8. the magic begins a scene you really wanted to be in the movies but wasn’t → career advice
“Well, then, I am confused…I’m afraid I don’t quite understand how you can give Mr. Potter false hope that —”
“False hope?” repeated Professor McGonagall, still refusing to look round at Professor Umbridge. “He has achieved high marks in all his Defense Against the Dark Arts tests —”
“I am terribly sorry to have to contradict you, Minerva, but as you will see from my note, Harry has been achieving very poor results in his classes with me —”

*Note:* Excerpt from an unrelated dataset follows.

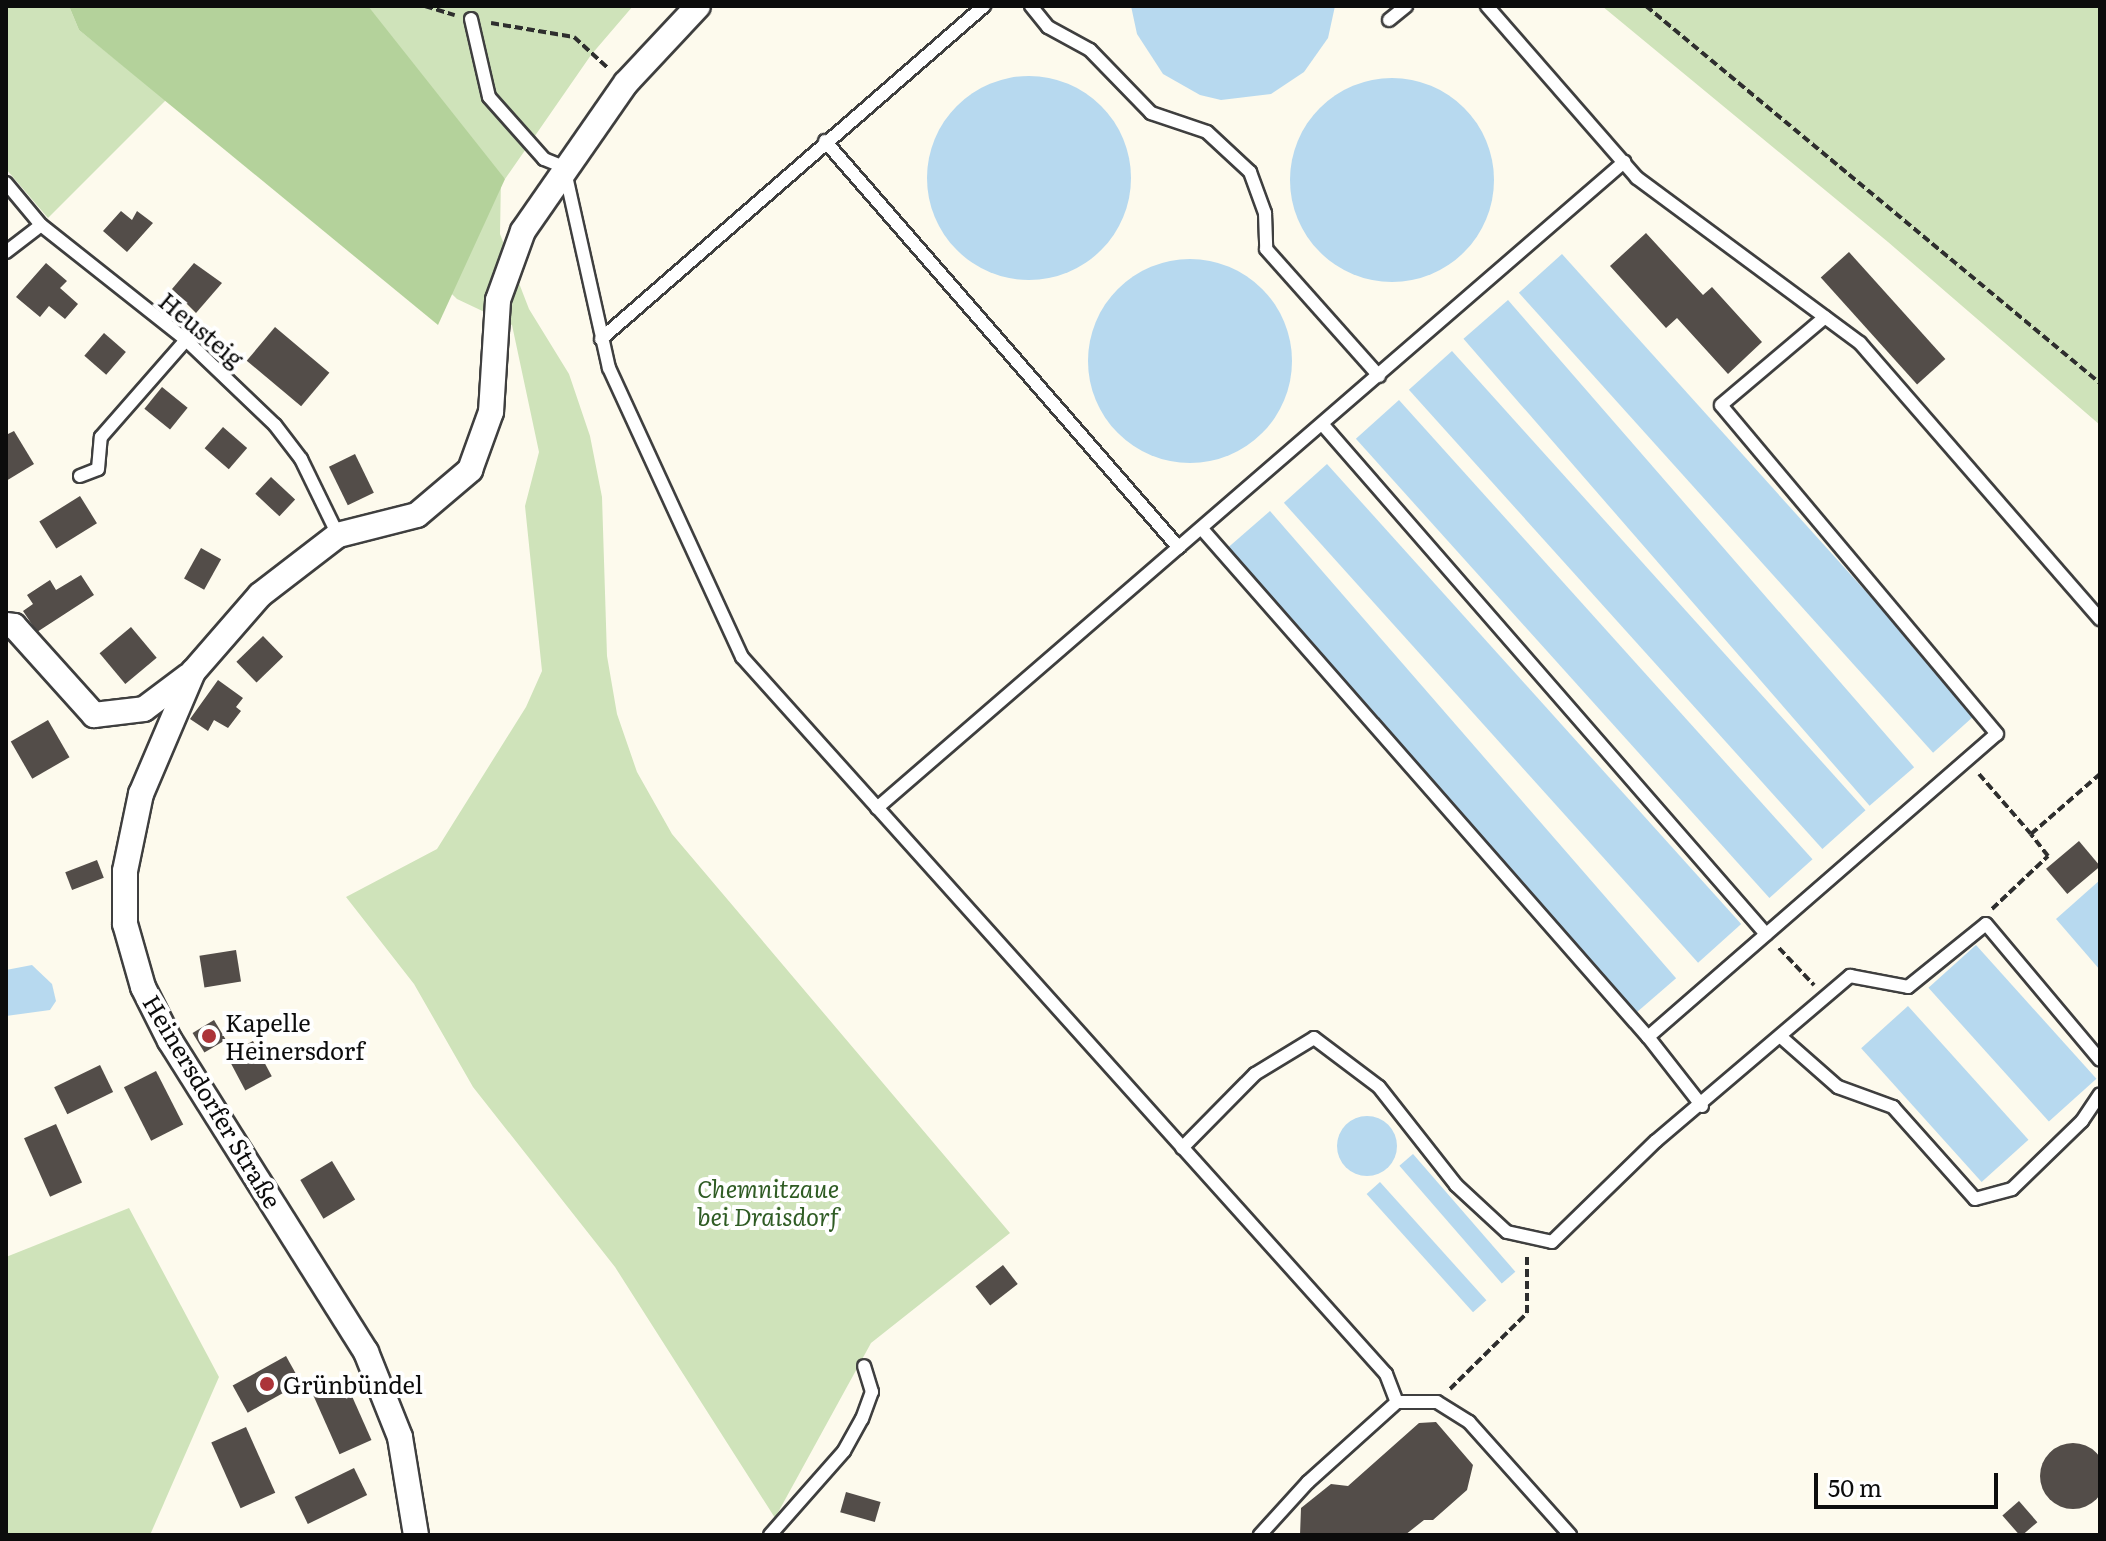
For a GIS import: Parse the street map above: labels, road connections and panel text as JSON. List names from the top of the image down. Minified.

“I should have made my meaning plainer,” said Professor McGonagall, turning at last to look Umbridge directly in the eyes. “He has achieved high marks in all Defense Against the Dark Arts tests set by a competent teacher.”
I’m just gonna hijack this post for a moment, but I’m bringing it back to Harry Potter so just bear with me because I know not many people read my posts, but if you are reading it, and you’re in middle school or high school or college, pay attention cause this is important. And if you’re a teacher, pay attention cause I’m talking to you to.
When I was in high school I went into career counseling and advising sessions with a few different people to help me look at university and scholarship programs. At my first meeting, I said I was interested in looking into becoming a chemical engineer. It was suggested I look into becoming an English teacher instead.
I intend no offense to English teachers, cause crap that’s a hard job but it’s not for me.
Another meeting with another person. I asked for advice on applying for a scholarship program that would basically pay for four years of school plus a stipend, as well as give me inclusion into an honors program. I was encouraged not to try, and to instead focus my energies on applying for a couple of scholarships that would help buy my books the first year.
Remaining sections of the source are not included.